__Aim of the exercise__.
For this exercise, report every line of the material that includes "built".

━━━━━━━━━━━━━━━━━━━━━━━━━━━━━━

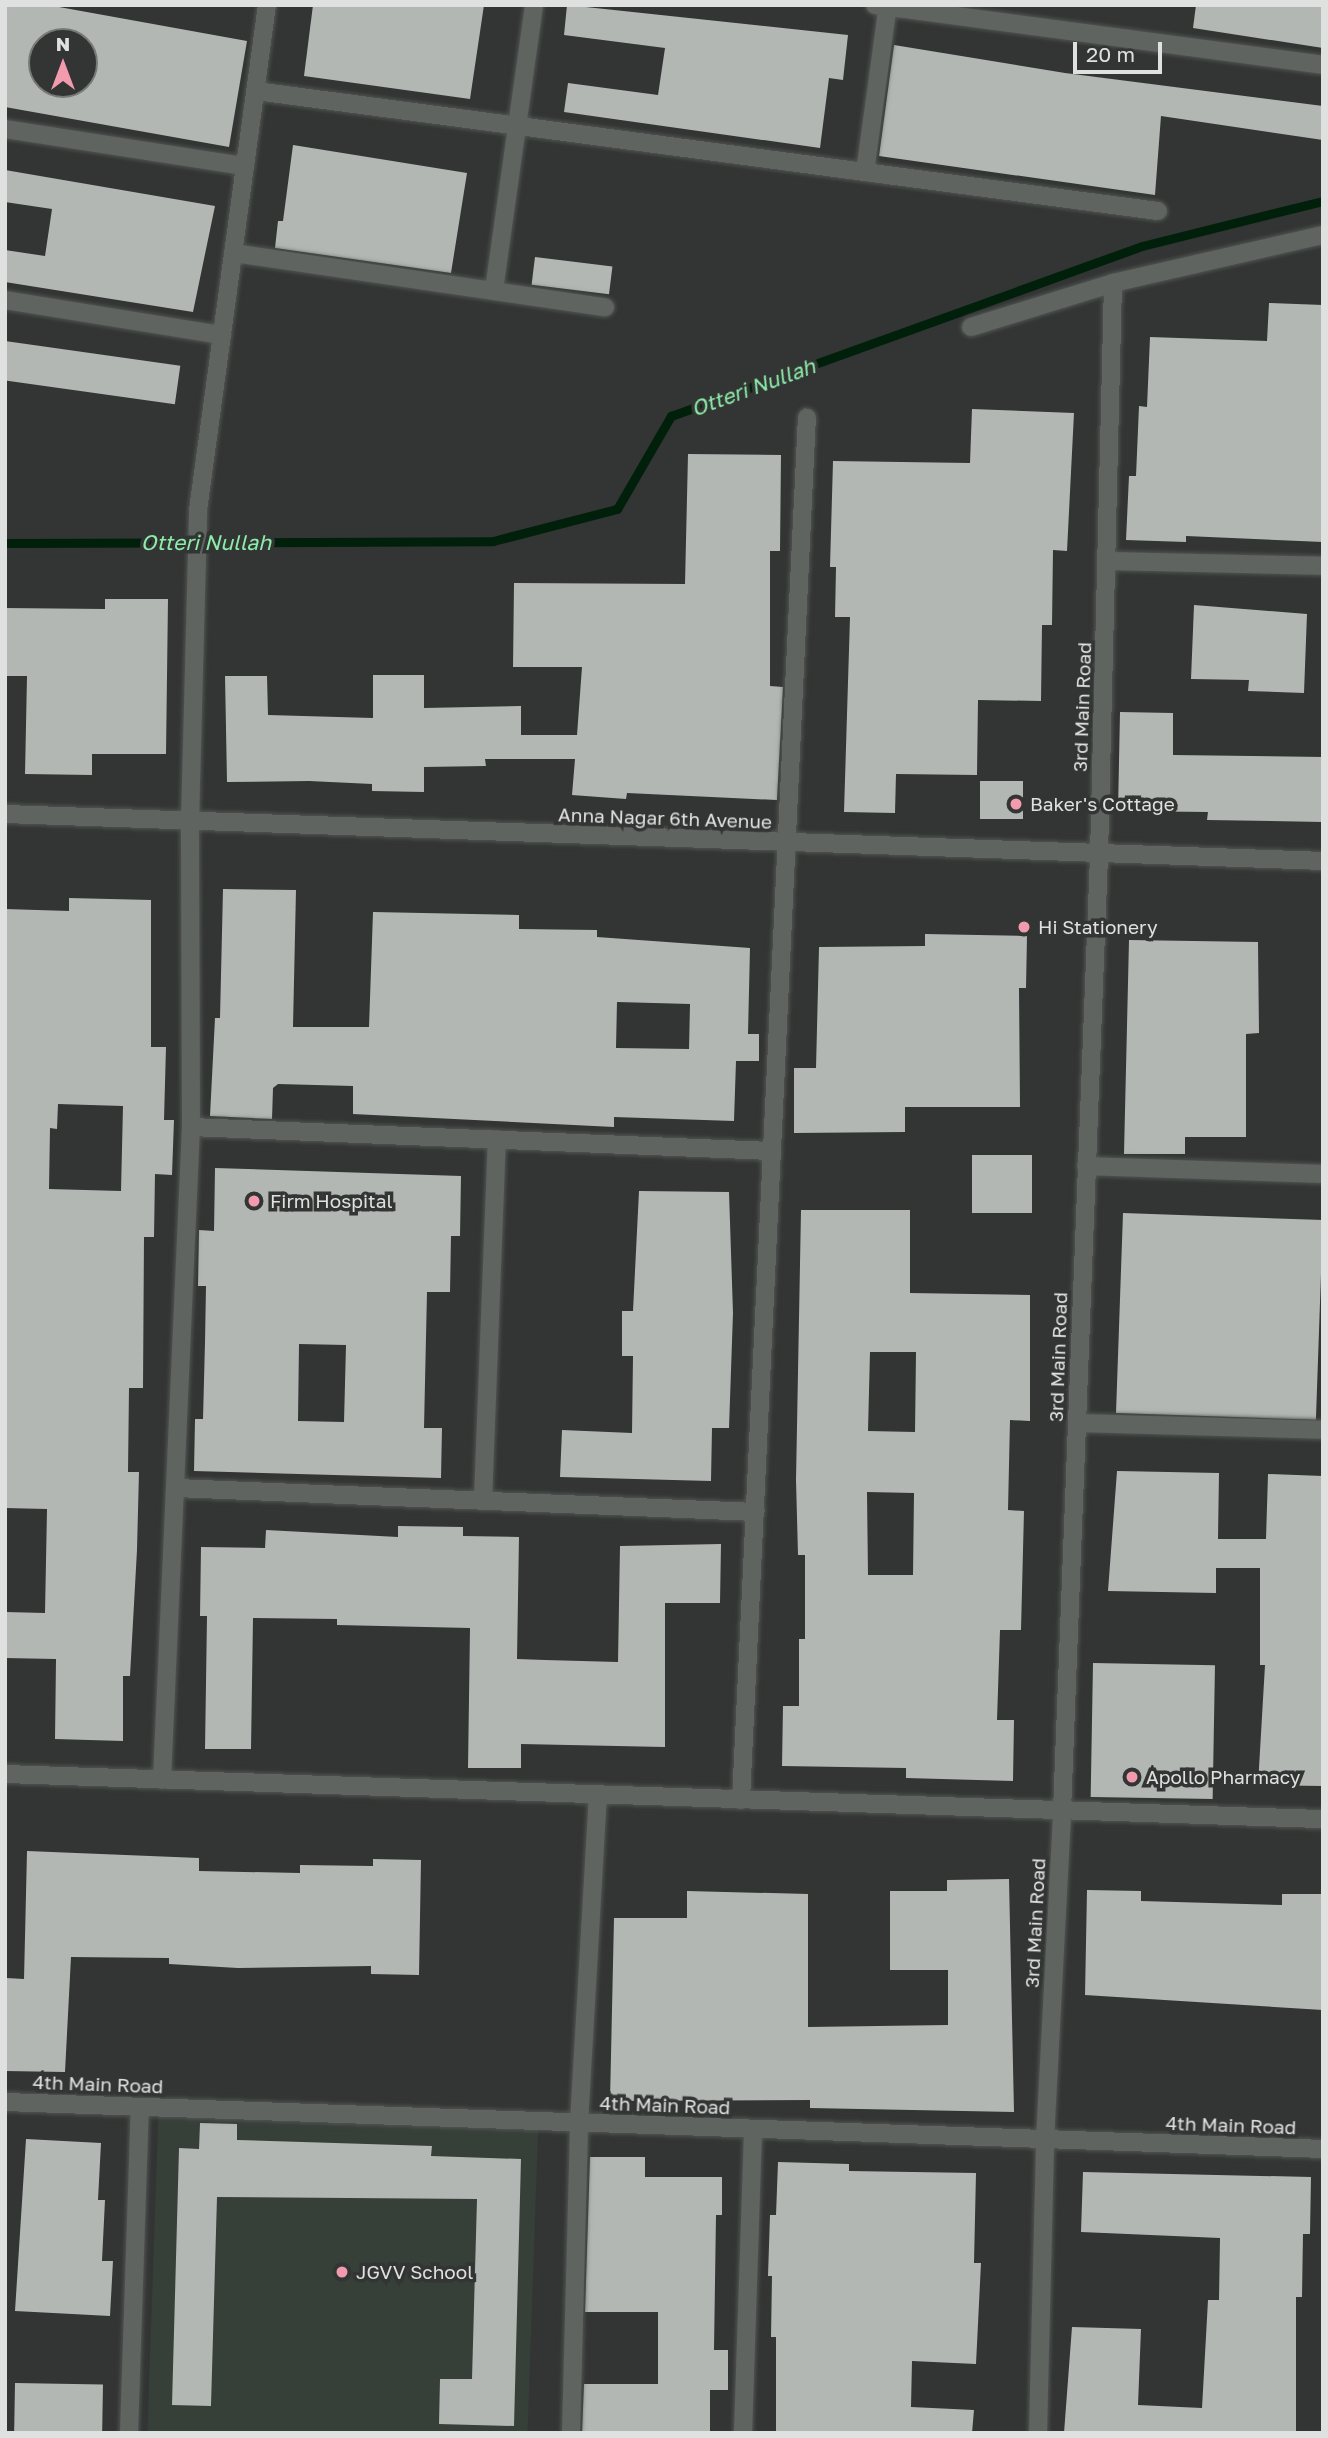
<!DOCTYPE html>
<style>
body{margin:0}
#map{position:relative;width:1328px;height:2438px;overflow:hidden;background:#323533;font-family:"Golos Text",sans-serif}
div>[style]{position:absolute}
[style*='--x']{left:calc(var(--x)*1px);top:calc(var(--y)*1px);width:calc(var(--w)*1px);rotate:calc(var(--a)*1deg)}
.built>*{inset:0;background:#373f39;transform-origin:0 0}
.stream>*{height:9px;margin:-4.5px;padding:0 4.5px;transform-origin:4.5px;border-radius:4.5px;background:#00200b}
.building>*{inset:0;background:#b3b7b4;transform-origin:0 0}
.roads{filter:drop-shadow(0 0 2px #515452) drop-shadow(0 0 2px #515452)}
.minor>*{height:18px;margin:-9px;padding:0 9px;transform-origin:9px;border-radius:9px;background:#606461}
.tertiary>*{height:18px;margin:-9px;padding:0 9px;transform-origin:9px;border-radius:9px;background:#606461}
.dots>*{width:19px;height:19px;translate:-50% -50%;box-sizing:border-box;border:4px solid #323533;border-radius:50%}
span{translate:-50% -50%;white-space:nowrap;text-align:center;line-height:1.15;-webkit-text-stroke:7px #323533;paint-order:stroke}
.street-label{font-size:19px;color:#dfe1e0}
.poi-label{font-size:19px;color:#dfe1e0}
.left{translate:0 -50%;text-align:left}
.water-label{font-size:21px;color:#8eecaa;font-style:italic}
.frame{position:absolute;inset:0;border:7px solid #dfe1e0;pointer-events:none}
.north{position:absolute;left:28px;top:28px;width:70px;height:70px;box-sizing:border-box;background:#323533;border:2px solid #777a78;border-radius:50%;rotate:0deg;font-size:19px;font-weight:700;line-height:28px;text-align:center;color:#dfe1e0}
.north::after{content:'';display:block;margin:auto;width:24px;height:32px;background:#f29aae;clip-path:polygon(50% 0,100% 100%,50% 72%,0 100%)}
.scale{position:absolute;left:1073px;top:42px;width:89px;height:32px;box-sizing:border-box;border:4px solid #dfe1e0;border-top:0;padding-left:9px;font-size:21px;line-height:24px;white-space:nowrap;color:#dfe1e0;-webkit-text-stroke:5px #323533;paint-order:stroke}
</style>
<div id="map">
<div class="built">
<div style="left:159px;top:2099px;width:380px;height:334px;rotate:2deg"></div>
</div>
<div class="stream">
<div style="--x:5;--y:543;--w:488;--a:-0.2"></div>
<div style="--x:493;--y:541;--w:128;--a:-14.5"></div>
<div style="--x:617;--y:509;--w:108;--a:-59.9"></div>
<div style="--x:671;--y:416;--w:501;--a:-19.85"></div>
<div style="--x:1142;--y:246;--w:187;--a:-14"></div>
</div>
<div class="building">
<div style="clip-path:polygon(evenodd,5px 5px,48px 5px,247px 41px,229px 147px,5px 107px,5px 5px,42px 42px,84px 42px,84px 84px,42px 84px,42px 42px)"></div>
<div style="clip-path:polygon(313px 5px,484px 5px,470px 99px,304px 76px)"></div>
<div style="clip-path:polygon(567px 5px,848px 35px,843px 80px,829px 78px,820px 148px,564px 112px,568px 83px,658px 95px,665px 48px,564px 35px)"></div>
<div style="clip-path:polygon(1196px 5px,1323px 5px,1323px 48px,1193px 28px)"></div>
<div style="clip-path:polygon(894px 45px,1065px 73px,1323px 106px,1323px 140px,1161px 116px,1155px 195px,879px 156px)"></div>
<div style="clip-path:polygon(293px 145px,467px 173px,451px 273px,275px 248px,278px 221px,283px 221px)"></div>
<div style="clip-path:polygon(5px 170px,215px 206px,193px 312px,5px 282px,5px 250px,45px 256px,52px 209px,5px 202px)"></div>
<div style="left:535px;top:257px;width:78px;height:28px;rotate:7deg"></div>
<div style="clip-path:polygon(1269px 303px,1323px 305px,1323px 542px,1186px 536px,1186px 542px,1126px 540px,1129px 476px,1136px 476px,1139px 406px,1147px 407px,1150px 337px,1267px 341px)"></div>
<div style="left:5px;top:341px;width:177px;height:39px;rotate:8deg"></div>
<div style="clip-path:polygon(972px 409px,1074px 413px,1067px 551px,1053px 550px,1052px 625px,1042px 625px,1041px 701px,978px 700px,977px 775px,896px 774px,895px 813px,844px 812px,850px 617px,835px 617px,836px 567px,830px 567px,833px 461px,970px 463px)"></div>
<div style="clip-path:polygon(688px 454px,781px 455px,780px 551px,770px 551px,770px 686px,783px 687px,777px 800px,627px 793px,626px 799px,572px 795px,575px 759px,485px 759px,486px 766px,424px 767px,424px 792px,372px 791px,372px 784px,309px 781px,227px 782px,225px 676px,267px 676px,268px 715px,373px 718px,373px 675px,424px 675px,424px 708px,521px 706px,521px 735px,577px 735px,582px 667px,513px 667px,514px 583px,685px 584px)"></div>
<div style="clip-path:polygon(105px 599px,168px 599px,166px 754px,92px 754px,92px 775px,25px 774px,27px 676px,5px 676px,5px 608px,105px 609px)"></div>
<div style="clip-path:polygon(1194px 605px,1307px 614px,1304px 693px,1248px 691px,1249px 680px,1191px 679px)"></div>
<div style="clip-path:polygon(1120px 712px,1173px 713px,1173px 755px,1323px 757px,1323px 822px,1207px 820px,1208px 812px,1118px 811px)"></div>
<div style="left:980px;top:781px;width:43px;height:38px"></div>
<div style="clip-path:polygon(evenodd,223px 889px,296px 890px,293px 1027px,369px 1027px,373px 912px,519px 915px,519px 929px,597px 930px,597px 937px,750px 948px,748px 1034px,759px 1034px,759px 1061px,736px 1061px,734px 1121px,614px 1117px,614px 1127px,353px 1114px,353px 1086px,278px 1084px,273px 1088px,272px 1119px,210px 1116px,215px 1018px,220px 1018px,223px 889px,617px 1002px,690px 1004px,689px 1049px,616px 1048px,617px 1002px)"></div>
<div style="clip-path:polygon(evenodd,69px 898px,151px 900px,151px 1047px,166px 1047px,164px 1120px,174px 1120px,172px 1175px,155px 1174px,154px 1237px,144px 1237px,143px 1388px,129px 1388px,128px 1472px,139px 1472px,137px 1550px,130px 1676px,123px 1676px,123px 1741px,55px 1739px,56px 1659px,5px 1658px,5px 1612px,45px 1613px,47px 1509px,5px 1508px,5px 909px,69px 911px,69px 898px,58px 1104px,123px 1106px,121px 1191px,49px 1189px,50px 1128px,57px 1129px,58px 1104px)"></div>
<div style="clip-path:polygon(925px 934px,1027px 936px,1026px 988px,1019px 988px,1020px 1107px,905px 1107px,905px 1132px,794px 1133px,794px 1068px,816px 1068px,819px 947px,925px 946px)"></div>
<div style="clip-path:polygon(1129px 940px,1258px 942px,1259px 1033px,1246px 1034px,1246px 1137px,1185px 1137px,1185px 1154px,1124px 1154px)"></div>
<div style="left:972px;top:1155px;width:60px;height:58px"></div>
<div style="clip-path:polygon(evenodd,215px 1168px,461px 1176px,460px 1236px,451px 1236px,450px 1292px,427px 1292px,424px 1428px,442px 1428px,441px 1478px,194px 1471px,195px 1419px,203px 1419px,205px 1342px,206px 1286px,198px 1286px,199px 1230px,214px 1231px,215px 1168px,299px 1344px,346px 1345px,344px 1422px,298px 1421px,299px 1344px)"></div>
<div style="clip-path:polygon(639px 1191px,729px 1192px,733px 1313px,729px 1428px,712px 1428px,711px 1481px,560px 1477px,562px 1430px,632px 1433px,633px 1356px,622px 1356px,622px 1311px,633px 1311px)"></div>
<div style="clip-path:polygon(evenodd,801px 1210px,910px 1210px,910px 1293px,1030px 1295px,1030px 1421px,1010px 1420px,1008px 1510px,1024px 1511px,1021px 1630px,1000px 1630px,997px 1720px,1014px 1720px,1013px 1781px,906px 1778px,906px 1768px,782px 1766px,783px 1706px,799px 1706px,799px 1639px,805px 1639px,805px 1555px,798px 1555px,796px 1480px,801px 1210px,870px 1352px,916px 1352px,915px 1432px,868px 1431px,870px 1352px,801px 1210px,867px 1492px,914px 1493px,913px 1575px,868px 1575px,867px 1492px)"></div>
<div style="left:1123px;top:1213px;width:200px;height:200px;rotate:2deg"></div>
<div style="clip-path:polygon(1117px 1471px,1219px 1473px,1218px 1539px,1266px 1539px,1268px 1474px,1323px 1476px,1323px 1786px,1258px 1785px,1265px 1665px,1260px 1665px,1260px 1568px,1216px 1568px,1216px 1593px,1108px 1591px)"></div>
<div style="clip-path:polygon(398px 1526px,463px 1527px,463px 1536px,519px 1537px,517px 1659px,545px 1660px,618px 1662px,620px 1546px,721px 1544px,720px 1603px,665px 1603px,665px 1747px,521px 1744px,521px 1768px,468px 1768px,470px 1628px,337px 1625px,337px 1619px,253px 1618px,251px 1749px,205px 1749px,207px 1616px,200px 1616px,201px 1547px,265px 1548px,266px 1530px,398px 1537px)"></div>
<div style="left:1093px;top:1663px;width:122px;height:134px;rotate:1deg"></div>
<div style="clip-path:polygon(27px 1851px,199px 1858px,199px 1871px,300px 1873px,300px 1865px,373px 1866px,373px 1859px,421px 1860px,419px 1975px,371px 1974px,371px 1966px,238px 1968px,169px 1964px,169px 1958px,71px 1957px,65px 2072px,5px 2071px,6px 1978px,24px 1979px)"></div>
<div style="clip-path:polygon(1009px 1879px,1014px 2112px,810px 2108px,810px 2100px,610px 2101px,614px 1918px,687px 1918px,687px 1891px,808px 1894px,808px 2027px,948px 2025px,948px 1970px,890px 1970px,890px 1891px,947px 1891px,947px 1880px)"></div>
<div style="clip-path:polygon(1087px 1890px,1141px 1891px,1141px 1901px,1282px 1905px,1282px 1894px,1323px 1894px,1323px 2010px,1085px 1995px)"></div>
<div style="clip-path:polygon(200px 2123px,237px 2124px,237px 2140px,432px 2146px,431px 2156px,521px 2159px,514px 2426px,439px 2424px,440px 2379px,472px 2379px,477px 2199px,217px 2197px,211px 2406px,172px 2405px,179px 2148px,199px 2149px)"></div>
<div style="clip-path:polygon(26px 2139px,101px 2143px,98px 2200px,105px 2200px,102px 2261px,113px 2261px,110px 2316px,15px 2311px)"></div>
<div style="clip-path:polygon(590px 2157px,645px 2157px,645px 2177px,722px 2177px,722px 2215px,716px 2215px,714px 2350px,728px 2350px,728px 2390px,710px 2390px,710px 2433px,582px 2433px,584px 2384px,658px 2384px,658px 2312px,585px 2312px)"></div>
<div style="clip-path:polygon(778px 2162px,849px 2164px,849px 2171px,976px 2173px,974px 2263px,981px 2263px,976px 2364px,912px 2361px,911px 2407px,974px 2410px,972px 2433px,776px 2433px,776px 2337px,771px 2337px,772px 2276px,768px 2276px,770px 2215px,776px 2215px)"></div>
<div style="clip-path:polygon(1083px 2172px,1311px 2177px,1310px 2234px,1303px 2234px,1302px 2297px,1296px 2297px,1296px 2433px,1064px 2433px,1072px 2327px,1141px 2329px,1138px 2405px,1202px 2408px,1208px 2300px,1219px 2300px,1220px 2238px,1081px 2232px)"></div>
<div style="left:15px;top:2383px;width:88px;height:50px;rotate:1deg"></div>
</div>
<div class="roads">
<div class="minor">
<div style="--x:875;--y:5;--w:452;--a:7.6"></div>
<div style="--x:256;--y:91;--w:910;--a:7.58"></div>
<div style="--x:5;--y:129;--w:243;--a:8.8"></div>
<div style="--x:865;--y:172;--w:169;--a:-82.2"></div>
<div style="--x:233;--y:253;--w:376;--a:8.3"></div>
<div style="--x:494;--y:290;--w:288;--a:-82"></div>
<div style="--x:5;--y:300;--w:220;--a:9.2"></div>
<div style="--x:971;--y:327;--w:149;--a:-17.2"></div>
<div style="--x:1113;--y:283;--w:215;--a:-12.9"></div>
<div style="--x:1107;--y:561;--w:216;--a:1.3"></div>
<div style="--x:191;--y:1127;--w:581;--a:2.37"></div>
<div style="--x:1086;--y:1166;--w:237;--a:1.9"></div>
<div style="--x:1077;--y:1423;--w:246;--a:1.6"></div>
<div style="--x:176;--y:1488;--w:580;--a:2.37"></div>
<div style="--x:483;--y:1500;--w:361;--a:-87.8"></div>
<div style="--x:5;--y:1774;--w:1319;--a:1.96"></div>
<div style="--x:162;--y:1780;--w:654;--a:-87.46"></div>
<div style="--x:191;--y:1127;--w:305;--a:-90.2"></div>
<div style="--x:190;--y:822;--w:312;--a:-88.5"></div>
<div style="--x:198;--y:510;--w:510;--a:-82.22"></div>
<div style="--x:741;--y:1800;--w:1384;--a:-87.27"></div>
<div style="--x:5;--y:2102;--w:1319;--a:2.04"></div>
<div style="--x:129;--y:2433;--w:326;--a:-88.1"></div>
<div style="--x:571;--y:2433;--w:310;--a:-88.5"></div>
<div style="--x:579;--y:2123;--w:329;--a:-86.7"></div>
<div style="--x:743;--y:2433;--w:304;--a:-88.1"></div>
<div style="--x:1038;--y:2433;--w:293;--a:-88.6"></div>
<div style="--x:1045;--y:2140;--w:329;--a:-87"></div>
<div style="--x:1062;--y:1811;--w:956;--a:-87.78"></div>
<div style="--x:1099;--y:856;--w:573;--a:-88.6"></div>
</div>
<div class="tertiary">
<div style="--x:5;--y:814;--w:1319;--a:2.04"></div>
</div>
</div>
<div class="dots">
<div style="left:1016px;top:804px;background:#f29aae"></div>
<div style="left:1024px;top:927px;background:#f29aae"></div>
<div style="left:254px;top:1201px;background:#f29aae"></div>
<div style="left:1132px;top:1777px;background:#f29aae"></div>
<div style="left:342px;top:2272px;background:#f29aae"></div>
</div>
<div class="street-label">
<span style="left:1082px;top:707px;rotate:-88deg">3rd Main Road</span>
<span style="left:665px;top:818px;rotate:2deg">Anna Nagar 6th Avenue</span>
<span style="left:1058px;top:1357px;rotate:-88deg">3rd Main Road</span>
<span style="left:1035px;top:1923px;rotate:-87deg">3rd Main Road</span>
<span style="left:98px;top:2084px;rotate:2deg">4th Main Road</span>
<span style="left:665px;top:2105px;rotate:2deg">4th Main Road</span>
<span style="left:1231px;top:2125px;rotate:2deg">4th Main Road</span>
</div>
<div class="poi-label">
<span class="left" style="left:1030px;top:804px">Baker's Cottage</span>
<span class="left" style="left:1038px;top:927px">Hi Stationery</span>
<span class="left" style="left:270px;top:1201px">Firm Hospital</span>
<span class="left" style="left:1146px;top:1777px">Apollo Pharmacy</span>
<span class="left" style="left:356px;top:2272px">JGVV School</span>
</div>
<div class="water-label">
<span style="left:753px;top:387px;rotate:-20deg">Otteri Nullah</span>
<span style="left:206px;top:542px">Otteri Nullah</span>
</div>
<div class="frame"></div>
<div class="north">N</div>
<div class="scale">20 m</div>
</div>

━━━━━━━━━━━━━━━━━━━━━━━━━━━━━━

__Written solution__.
.built>*{inset:0;background:#373f39;transform-origin:0 0}
<div class="built">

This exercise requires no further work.